If $G$ and $H$ are both finite, say $G=\{g_1,\dots,g_{|G|}\}$ and $H=\{h_1,\dots,h_{|H|}\}$, then:
$$\sum_{i=1}^{|H|}|\operatorname{Stab}(h_i)|=\sum_{j=1}^{|G|}|\operatorname{Fix}(g_j)| \space\space\space\text{and (from Burnside's Lemma)}\space\space\space |G|\mid \sum_{j=1}^{|G|}|\operatorname{Fix}(g_j)| \tag 2$$
As an entry test for the possible utilization of $(2)$, let's take $G=C_p$ and $H=C_q$, where $p$ and $q$ are distinct primes.
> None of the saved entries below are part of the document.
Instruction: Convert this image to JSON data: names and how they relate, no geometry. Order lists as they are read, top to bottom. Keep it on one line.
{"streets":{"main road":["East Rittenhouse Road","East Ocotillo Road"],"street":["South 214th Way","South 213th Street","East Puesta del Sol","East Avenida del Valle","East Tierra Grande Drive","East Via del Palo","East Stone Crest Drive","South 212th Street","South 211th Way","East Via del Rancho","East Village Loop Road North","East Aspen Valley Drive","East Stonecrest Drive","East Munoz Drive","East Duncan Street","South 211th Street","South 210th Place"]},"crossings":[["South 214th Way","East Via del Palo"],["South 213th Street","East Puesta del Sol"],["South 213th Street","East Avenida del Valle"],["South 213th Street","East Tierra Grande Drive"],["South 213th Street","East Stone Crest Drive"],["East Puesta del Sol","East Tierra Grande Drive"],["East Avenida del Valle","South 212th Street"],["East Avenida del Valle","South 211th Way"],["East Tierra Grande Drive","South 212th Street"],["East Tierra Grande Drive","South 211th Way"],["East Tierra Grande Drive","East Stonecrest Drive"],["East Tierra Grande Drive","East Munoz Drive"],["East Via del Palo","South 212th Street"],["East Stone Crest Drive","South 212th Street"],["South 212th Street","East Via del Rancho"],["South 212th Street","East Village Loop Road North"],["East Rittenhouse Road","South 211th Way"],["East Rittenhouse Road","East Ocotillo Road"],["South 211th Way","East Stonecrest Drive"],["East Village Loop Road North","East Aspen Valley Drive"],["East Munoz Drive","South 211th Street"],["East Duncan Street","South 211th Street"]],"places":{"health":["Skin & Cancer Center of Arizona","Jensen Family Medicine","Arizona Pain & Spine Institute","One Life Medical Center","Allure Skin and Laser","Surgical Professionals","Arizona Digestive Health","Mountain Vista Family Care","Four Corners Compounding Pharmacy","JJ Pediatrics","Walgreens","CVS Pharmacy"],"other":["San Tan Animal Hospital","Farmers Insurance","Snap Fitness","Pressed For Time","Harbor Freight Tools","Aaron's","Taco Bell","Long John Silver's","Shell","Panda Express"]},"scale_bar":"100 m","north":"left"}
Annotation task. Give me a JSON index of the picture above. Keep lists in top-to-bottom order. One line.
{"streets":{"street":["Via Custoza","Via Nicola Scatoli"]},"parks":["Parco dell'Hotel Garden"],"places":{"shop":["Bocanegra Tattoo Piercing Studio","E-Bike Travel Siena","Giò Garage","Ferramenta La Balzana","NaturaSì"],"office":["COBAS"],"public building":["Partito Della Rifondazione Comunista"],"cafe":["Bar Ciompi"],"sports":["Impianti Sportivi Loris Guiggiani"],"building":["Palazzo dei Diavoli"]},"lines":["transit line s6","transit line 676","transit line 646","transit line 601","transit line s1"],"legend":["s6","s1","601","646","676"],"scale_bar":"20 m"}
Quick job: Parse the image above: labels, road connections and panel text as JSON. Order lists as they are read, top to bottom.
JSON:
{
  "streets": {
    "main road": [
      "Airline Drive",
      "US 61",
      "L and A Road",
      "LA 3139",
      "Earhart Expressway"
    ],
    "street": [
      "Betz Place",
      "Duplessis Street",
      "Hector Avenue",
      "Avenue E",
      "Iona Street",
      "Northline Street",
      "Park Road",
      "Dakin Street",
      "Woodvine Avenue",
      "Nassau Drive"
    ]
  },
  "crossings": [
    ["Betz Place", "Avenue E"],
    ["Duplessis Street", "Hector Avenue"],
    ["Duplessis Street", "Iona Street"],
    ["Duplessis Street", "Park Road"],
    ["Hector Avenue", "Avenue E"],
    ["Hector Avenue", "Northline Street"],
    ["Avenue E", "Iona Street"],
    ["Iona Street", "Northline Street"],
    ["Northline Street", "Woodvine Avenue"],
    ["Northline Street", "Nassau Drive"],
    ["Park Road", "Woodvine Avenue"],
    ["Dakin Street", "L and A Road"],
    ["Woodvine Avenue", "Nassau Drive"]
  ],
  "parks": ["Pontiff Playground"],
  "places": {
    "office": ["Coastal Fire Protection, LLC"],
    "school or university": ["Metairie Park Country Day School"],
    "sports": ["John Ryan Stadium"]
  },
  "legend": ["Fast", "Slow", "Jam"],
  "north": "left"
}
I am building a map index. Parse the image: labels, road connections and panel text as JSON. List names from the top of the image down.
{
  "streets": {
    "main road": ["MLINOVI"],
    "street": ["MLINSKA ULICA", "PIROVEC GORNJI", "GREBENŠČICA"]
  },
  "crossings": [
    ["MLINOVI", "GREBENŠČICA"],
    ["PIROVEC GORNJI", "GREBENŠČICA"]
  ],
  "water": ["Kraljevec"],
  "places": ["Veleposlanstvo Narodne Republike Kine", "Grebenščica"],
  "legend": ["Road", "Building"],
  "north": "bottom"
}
If a nontrivial homomorphism exists, then $|\operatorname{Fix}(g_{\bar j})|=1$ and $|\operatorname{Stab}(h_{\bar i})|=1$, for some $\bar j\in \{1,\dots,p\}$, $\bar i\in\{1,\dots,q\}$. Then $(2)$ yields:
$$[\space k+(q-k)p=l+(p-l)q\Longrightarrow k(p-1)=l(q-1)\space]\wedge [\space p\mid pq-l(q-1)\space ] \tag 3$$
for some $1\le k\le q$ and $1\le l\le p$. Now:
- if $p>q$, then from $(3)$-2nd term of the "$\wedge$": $p\mid pq-l(q-1)\Longrightarrow$ $p\mid l \Longrightarrow$ $l=p\Longrightarrow$ $k(p-1)=p(q-1)\Longrightarrow$ $k=\frac{p}{p-1}(q-1)>q-1\Longrightarrow$ $k=q$; but $(k,l)=(q,p)$ is not a solution of $(3)$-1st term of the "$\wedge$": so, for $p>q$, there are no nontrivial homomorphisms $\phi\colon C_p\longrightarrow\operatorname{Aut}(C_q)$;
- if $p<q$ and $p\nmid q-1$, then from $(3)$-2nd term of the "$\wedge$": $p\mid pq-l(q-1)\Longrightarrow$ $p\mid l$, and we fall back into the previous case.
Therefore, if $p\nmid q-1$, there are no nontrivial homomorphisms $\phi\colon C_p\longrightarrow\operatorname{Aut}(C_q)$. This hasn't used any knowledge about the isomorphism class of the group $\operatorname{Aut}(C_q)$. (Incidentally, that for $p\mid q-1$ there is actually a nontrivial homomorphism $\phi$, it is shown e.g. here.)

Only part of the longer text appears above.